Items from a data source:
-------------------------
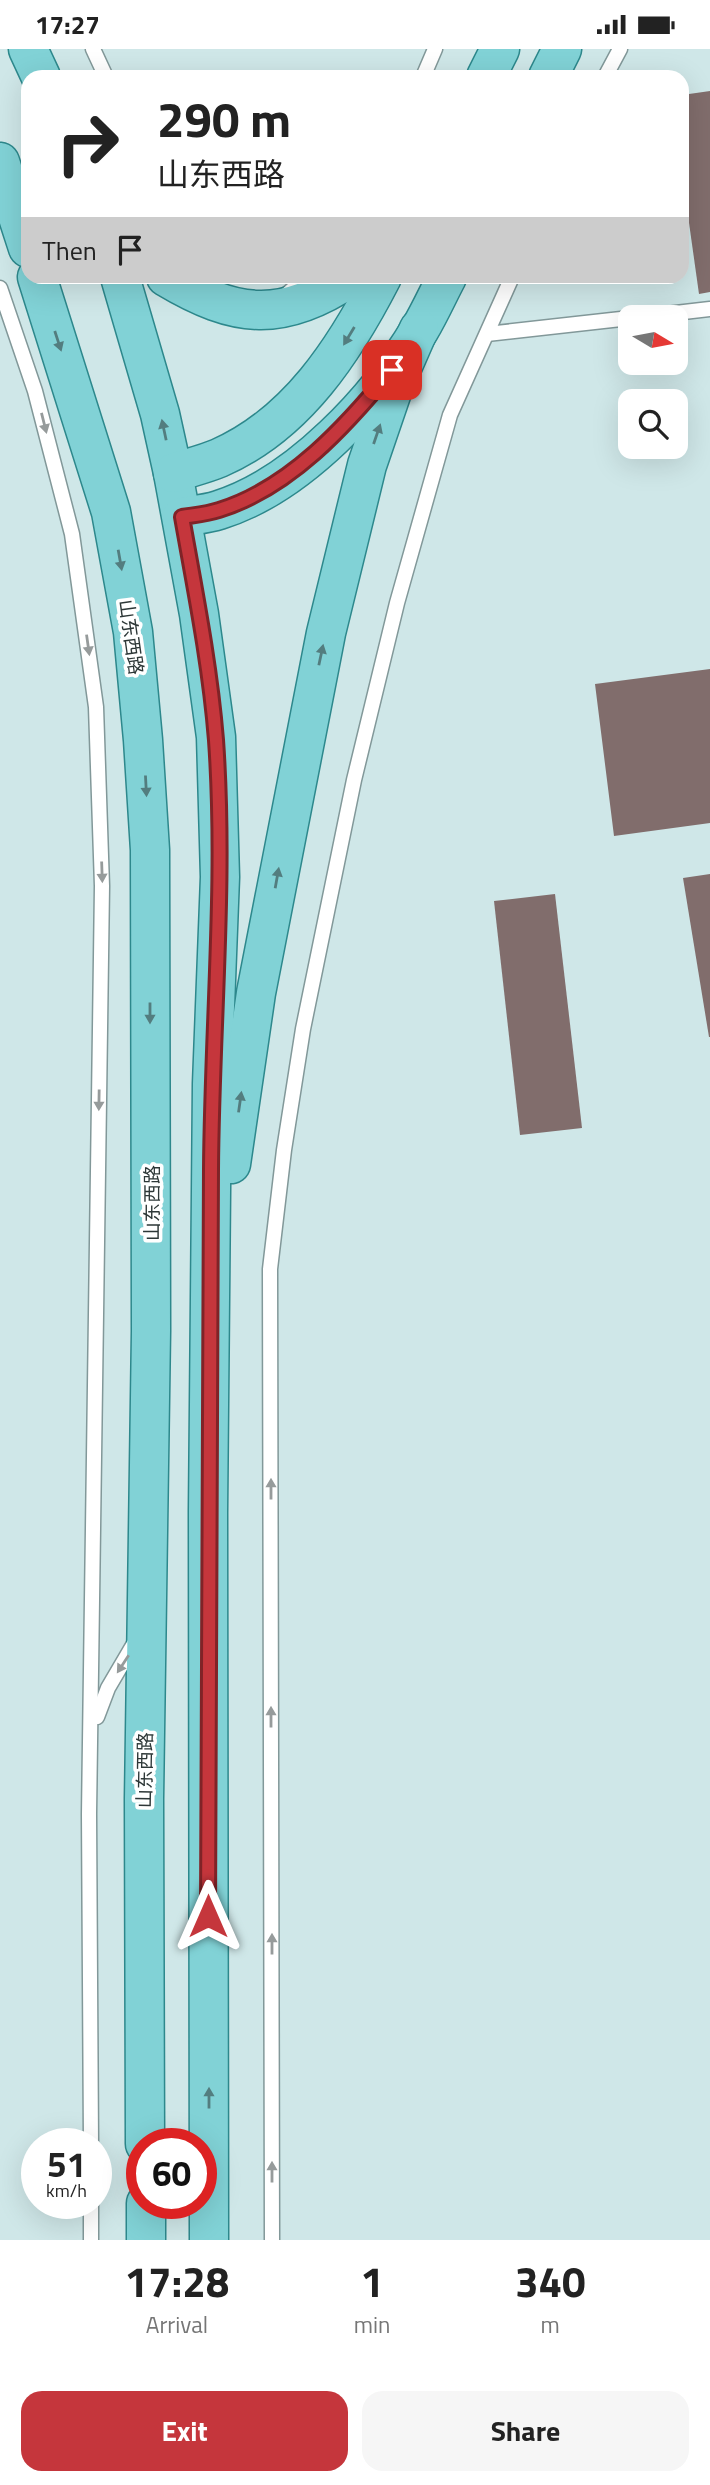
<!DOCTYPE html>
<html lang="en">
<head>
<meta charset="utf-8">
<style>
  :root { --surface:#fff; --page:#f6f6f6; --text:#222; --muted:#767676; --accent:#c5363c }
  body { margin:0; font-family:"Titillium Web","Noto Sans SC",sans-serif; background:var(--page); color:var(--text); height:100vh; display:flex; flex-direction:column; font-size:26px; white-space:nowrap }
  * { box-sizing:border-box; margin:0 }
  p { font-size:23px; color:var(--muted) }
  .icon { flex:none; width:38px; height:38px; fill:none; stroke:currentColor; stroke-width:2; stroke-linecap:round; stroke-linejoin:round }
  .map { position:relative; height:2191px; overflow:hidden }
  .side { display:flex; flex-direction:column; background:var(--surface); flex:1 }
  .side>* { flex:none }
  .guide { position:absolute; left:21px; top:21px; width:668px; height:214px; border-radius:21px; box-shadow:0 7px 28px #0002; background:#fff; color:var(--text); overflow:hidden }
  .needle { width:46px; rotate:100deg }
  .tools { position:absolute; left:618px; top:256px; display:grid; gap:14px }
  .tools a { display:grid; place-items:center; width:70px; height:70px; border-radius:14px; background:var(--surface); box-shadow:0 7px 28px #0002; font-size:35px }
  .speed { position:absolute; left:21px; top:2079px; display:flex; gap:14px; font-size:35px; font-weight:700; text-align:center }
  .speed>* { display:grid; place-content:center; width:91px; height:91px; border-radius:50%; background:var(--surface); box-shadow:0 7px 28px #0002; line-height:1 }
  .speed small { font-size:18px; font-weight:400 }
  .speed .limit { border:10px solid #d22; background:#fff; color:#111 }
  .pin { position:absolute; display:grid; place-items:center; width:60px; height:60px; color:#fff; margin:-30px; border-radius:14px; box-shadow:0 4px 10px #0006 }
  .me { position:absolute; width:77px; margin:-38px; rotate:0deg; stroke-linejoin:round; filter:drop-shadow(0 0 5px #0008) }
  .turn { display:flex; align-items:center; gap:24px; height:147px; padding:0 21px; font-size:32px }
  .turn .icon { width:91px; height:91px; stroke-width:2.5 }
  .turn b { display:block; font-size:49px; line-height:60px }
  .then { display:flex; align-items:center; height:66px; padding:0 21px; background:#0003; gap:14px; font-size:26px }
  .eta { display:flex; justify-content:space-evenly; align-items:center; height:119px; text-align:center }
  .eta b { font-size:42px; font-weight:700; line-height:49px }
  .action { display:flex; gap:14px; margin-top:auto; padding:14px 21px }
  .action a { flex:1; height:80px; border-radius:21px; background:var(--accent); color:#fff; font-size:28px; font-weight:700; line-height:80px; text-align:center }
  .action a+a { background:var(--page); color:var(--text) }
  .status { display:flex; justify-content:space-between; align-items:center; height:49px; padding:0 35px; background:var(--surface); direction:ltr }
  .status svg { height:19px; fill:currentColor }
  .map>svg:first-child { display:block }
  .building { fill:#816d6c }
  .lines { fill:none; stroke-linecap:round; stroke-linejoin:round }
  .service-casing { stroke:#829899; stroke-width:17 }
  .primary-casing { stroke:#2d888c; stroke-width:41 }
  .service { stroke:#fff; stroke-width:14 }
  .primary { stroke:#81d2d6; stroke-width:38 }
  .oneway { fill:#537d7f }
  .oneway2 { fill:#969b9b }
  .route-casing { stroke:#802327; stroke-width:18 }
  .route { stroke:#c5363c; stroke-width:12 }
  .labels { text-anchor:middle; dominant-baseline:central; stroke-width:7; stroke-linejoin:round; paint-order:stroke }
  .street-label { font-size:19px; fill:#2d3737; stroke:#fff }
</style>
</head>
<body>
<div class="status"><b>17:27</b><svg viewBox="0 0 49 12"><path d="M0 12V9h3v3zM5 12V6h3v6zM10 12V3h3v9zM15 12V0h3v12zM26 1h20v11H26zM47 4h2v5h-2z"/></svg></div>
<div class="map">
<svg width="710" height="2191" viewBox="0 0 710 2191">
  <rect width="100%" height="100%" fill="#cfe7e8"/>
  <g class="building">
    <path d="M710 42V243L699 245 682 124V46Z"/>
    <path d="M710 620V774L614 787 595 635Z"/>
    <path d="M710 825V988H709L683 829Z"/>
    <path d="M555 845 582 1079 520 1086 494 852Z"/>
  </g>
  <g class="lines">
    <g class="service-casing">
      <g id="service">
        <path d="M93 0 106 28"/>
        <path d="M423 28 435 0"/>
        <path d="M605 28 620 0"/>
        <path d="M0 239 35 342 72 485 96 658 102 837 89 1765 91 2095"/>
        <path d="M287 245 307 228"/>
        <path d="M641 268 710 260"/>
        <path d="M487 285 630 269"/>
        <path d="M97 1668 108 1639 135 1593"/>
        <path d="M91 2154V2191"/>
        <path d="M272 2191 270 1220 284 1101 303 980 354 731 397 554 450 366 512 228"/>
      </g>
    </g>
    <g class="primary-casing">
      <g id="primary">
        <path d="M28 0 41 28"/>
        <path d="M486 28 500 0"/>
        <path d="M548 28 562 0"/>
        <path d="M0 113 28 199"/>
        <path d="M37 228 111 463 133 583 143 691 150 801 151 1282 144 1750 145 2095"/>
        <path d="M120 228 160 365 173 424 199 565 216 688 220 828 212 1035 208 1463 209 2191"/>
        <path d="M166 228C236 270 283 274 351 228"/>
        <path d="M173 424C188 419 205 415 219 409 297 375 345 300 382 228"/>
        <path d="M182 468C194 466 207 465 219 461 299 436 378 350 420 280 430 263 438 245 447 228"/>
        <path d="M231 1115 256 944 326 584 367 416 394 337 419 280"/>
        <path d="M146 2154V2191"/>
      </g>
    </g>
    <use href="#service" class="service"/>
    <use href="#primary" class="primary"/>
  </g>
  <defs><path id="oneway-solid" d="M-6-.8H1V-3.2L6.5 0L1 3.2V.8H-6Z" transform="scale(1.75)"/></defs>
  <g class="oneway">
    <use href="#oneway-solid" transform="translate(349 287) rotate(121)"/>
    <use href="#oneway-solid" transform="translate(58 292) rotate(72)"/>
    <use href="#oneway-solid" transform="translate(164 381) rotate(-102)"/>
    <use href="#oneway-solid" transform="translate(377 385) rotate(-71)"/>
    <use href="#oneway-solid" transform="translate(120 511) rotate(80)"/>
    <use href="#oneway-solid" transform="translate(321 606) rotate(-78)"/>
    <use href="#oneway-solid" transform="translate(146 737) rotate(87)"/>
    <use href="#oneway-solid" transform="translate(277 829) rotate(-80)"/>
    <use href="#oneway-solid" transform="translate(150 964) rotate(90)"/>
    <use href="#oneway-solid" transform="translate(240 1053) rotate(-82)"/>
    <use href="#oneway-solid" transform="translate(209 2049) rotate(-90)"/>
  </g>
  <g class="oneway2">
    <use href="#oneway-solid" transform="translate(44 374) rotate(76)"/>
    <use href="#oneway-solid" transform="translate(88 596) rotate(82)"/>
    <use href="#oneway-solid" transform="translate(102 823) rotate(88)"/>
    <use href="#oneway-solid" transform="translate(99 1051) rotate(91)"/>
    <use href="#oneway-solid" transform="translate(271 1440) rotate(-90)"/>
    <use href="#oneway-solid" transform="translate(123 1615) rotate(123)"/>
    <use href="#oneway-solid" transform="translate(271 1668) rotate(-90)"/>
    <use href="#oneway-solid" transform="translate(272 1895) rotate(-90)"/>
    <use href="#oneway-solid" transform="translate(272 2123) rotate(-90)"/>
  </g>
  <g class="lines">
    <g class="route-casing">
      <path id="route" d="M208 1867C208 1618 209 1369 211 1120 212 977 226 833 216 691 210 616 195 541 182 468 194 466 207 465 219 461 290 439 346 377 392 321"/>
    </g>
    <use href="#route" class="route"/>
  </g>
  <g class="labels">
    <g class="street-label">
      <text transform="translate(132 588) rotate(82)">山东西路</text>
      <text transform="translate(151 1154) rotate(-90)">山东西路</text>
      <text transform="translate(144 1721) rotate(-89)">山东西路</text>
    </g>
  </g>
</svg>
<div class="tools">
<a><svg class="needle" viewBox="-14 -14 28 28"><path d="M0-13l5 13h-10z" fill="#e53935"/><path d="M0 13l5-13h-10z" fill="#767676"/></svg></a>
<a><svg class="icon" aria-label="search" viewBox="0 0 24 24"><circle cx="10" cy="10" r="6"/><path d="M15 15l6 6"/></svg></a>
</div>
<div class="speed"><div>51<small>km/h</small></div><div class="limit">60</div></div>
<div class="pin" style="left:392px;top:321px;background:#d93025"><svg class="icon" aria-label="arrive" viewBox="0 0 24 24"><path d="M6 21V4h12l-3 4 3 4H6"/></svg></div>
<svg class="me" style="left:208px;top:1867px" viewBox="-20 -20 40 40"><path d="M0-17L14 15 0 8-14 15z" fill="#c5363c" stroke="#fff" stroke-width="4"/></svg>
<div class="guide">
<div class="turn"><svg class="icon" aria-label="right" viewBox="0 0 24 24"><path d="M7 20v-9h11M14 6l5 5-5 5"/></svg><div><b>290 m</b>山东西路</div></div>
<div class="then">Then<svg class="icon" aria-label="arrive" viewBox="0 0 24 24"><path d="M6 21V4h12l-3 4 3 4H6"/></svg></div>
</div>
</div>
<section class="side">
<div class="eta">
<div><b>17:28</b><p>Arrival</p></div>
<div><b>1</b><p>min</p></div>
<div><b>340</b><p>m</p></div>
</div>
<div class="action"><a>Exit</a><a>Share</a></div>
</section>
</body>
</html>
-------------------------
Show me every line in the data above that includes "linecap".

  .icon { flex:none; width:38px; height:38px; fill:none; stroke:currentColor; stroke-width:2; stroke-linecap:round; stroke-linejoin:round }
  .lines { fill:none; stroke-linecap:round; stroke-linejoin:round }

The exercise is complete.